A new checklist for people with diabetes to monitor whether they are receiving the essential care they require has been launched by Diabetes UK as part of its ‘Diabetes Watch’ campaign. Diabetes Watch aims to hold health services to account for the care they provide for people with diabetes.
It’s an admirable aim and one that Diabetes UK will pursue with its usual vigour and clarity. The idea of ensuring that people receive standard aspects of care that has been shown to make a difference, and raising their awareness of what they should receive would seem to be a logical step. It also made us think about how having a checklist sits alongside the personalised approach to health that is, happily, currently being recommended.
A closer look at the 15 measure checklist shows that it focuses most on the medical aspects of care, for example having measurements such as blood glucose, blood pressure and blood fat levels, weight, feet and eye checks.

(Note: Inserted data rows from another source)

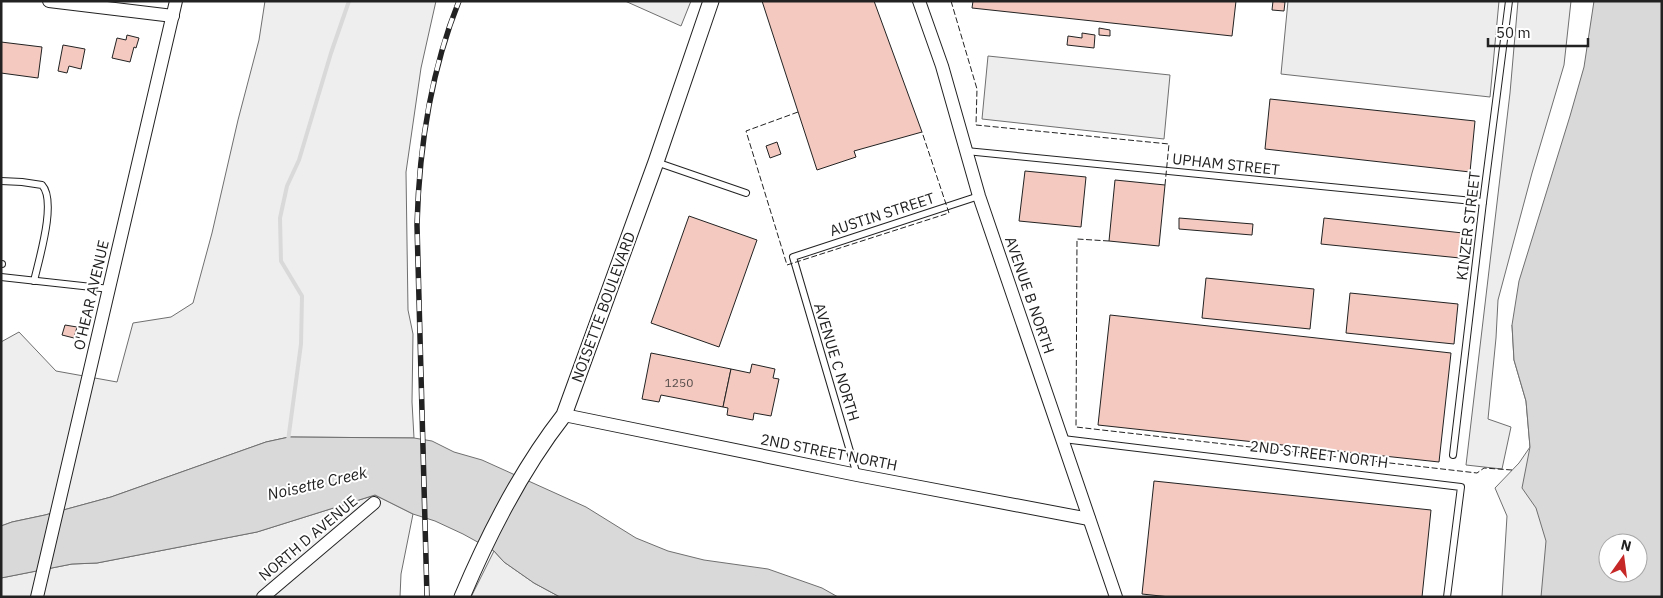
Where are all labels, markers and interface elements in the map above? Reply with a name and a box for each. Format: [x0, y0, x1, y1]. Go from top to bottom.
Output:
scale bar [1488, 15, 1588, 47]
text: 50 m [1496, 23, 1531, 42]
street label: UPHAM STREET [1171, 149, 1281, 179]
street label: KINZER STREET [1452, 170, 1484, 281]
street label: AUSTIN STREET [827, 188, 937, 240]
street label: NOISETTE BOULEVARD [567, 229, 639, 385]
street label: AVENUE B NORTH [1001, 234, 1059, 356]
street label: O'HEAR AVENUE [69, 238, 113, 352]
street label: AVENUE C NORTH [810, 301, 864, 423]
house number: 1250 [665, 375, 693, 390]
street label: 2ND STREET NORTH [759, 429, 899, 475]
street label: 2ND STREET NORTH [1249, 436, 1389, 472]
water label: Noisette Creek [265, 462, 369, 504]
street label: NORTH D AVENUE [255, 491, 361, 585]
north arrow [1598, 533, 1648, 583]
text: N [1619, 535, 1633, 555]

It also defines where specialist care is required, such as for children and young people and those who are pregnant.
These aspects are really important in diabetes care, and emphasis on them has driven up standards in recent years, so it is absolutely right for them to be included in the list. However, they all also imply a certain passivity – that someone else will weigh, measure, take your blood and deliver your baby, for example. There is rather less on the list about active involvement by the person in their own care, an approach known to to help people live successfully day to day with their condition. ‘Receiving care planning to give you an equal say about your individual needs’, ‘attending education courses to learn how to manage your diabetes yourself’, and ‘getting psychological and emotional support’ are all included in the list, and are important. But there is a massive amount of other evidence about the effects of people being more involved in consultations, and in decision making about their own needs. This leads to a greater satisfaction with consultations as well as effective self-management of the condition. Like some medical evidence about what works, this knowledge is not always translated into practice in consultations and so perhaps should also be included in a checklist for monitoring a service for diabetes?
So, we’ve come up with our own ‘supporting self care’ checklist – some ideas for aspects that could be used to measure the ‘way’ care is provided, to complement the ‘what’ of the items in the Diabetes UK checklist. Here are the ideas we had:
SD ‘Supporting Self Care’ Checklist
- You are given the chance to receive your test and investigation results in advance of the consultation where you discuss them
- You are invited in advance to think about what you most want to discuss in your consultation
- In the consultation, you are asked what you want to achieve in relation to your health
- You get the chance to ask questions at the beginning of, and throughout, your consultation
- You are able to change your appointment easily if you are unable to attend
- You are asked if you would like a reminder to attend your appointment and the most convenient way to receive this
- Your thoughts and ideas about your treatment options are listened to and discussed
- You are asked about how you feel - emotionally as well as physically
- You are offered relevant information about what is available to help you, in a format that is useful to you
- At the end of a consultation you are clear about what you are going to do and what your health professional is going to do and when you will next be in touch with each other
- You are able to get in touch with your health professional easily and quickly between appointments
Let us know what you think of checklists in general – and what would you add to either of these checklists, from your experience?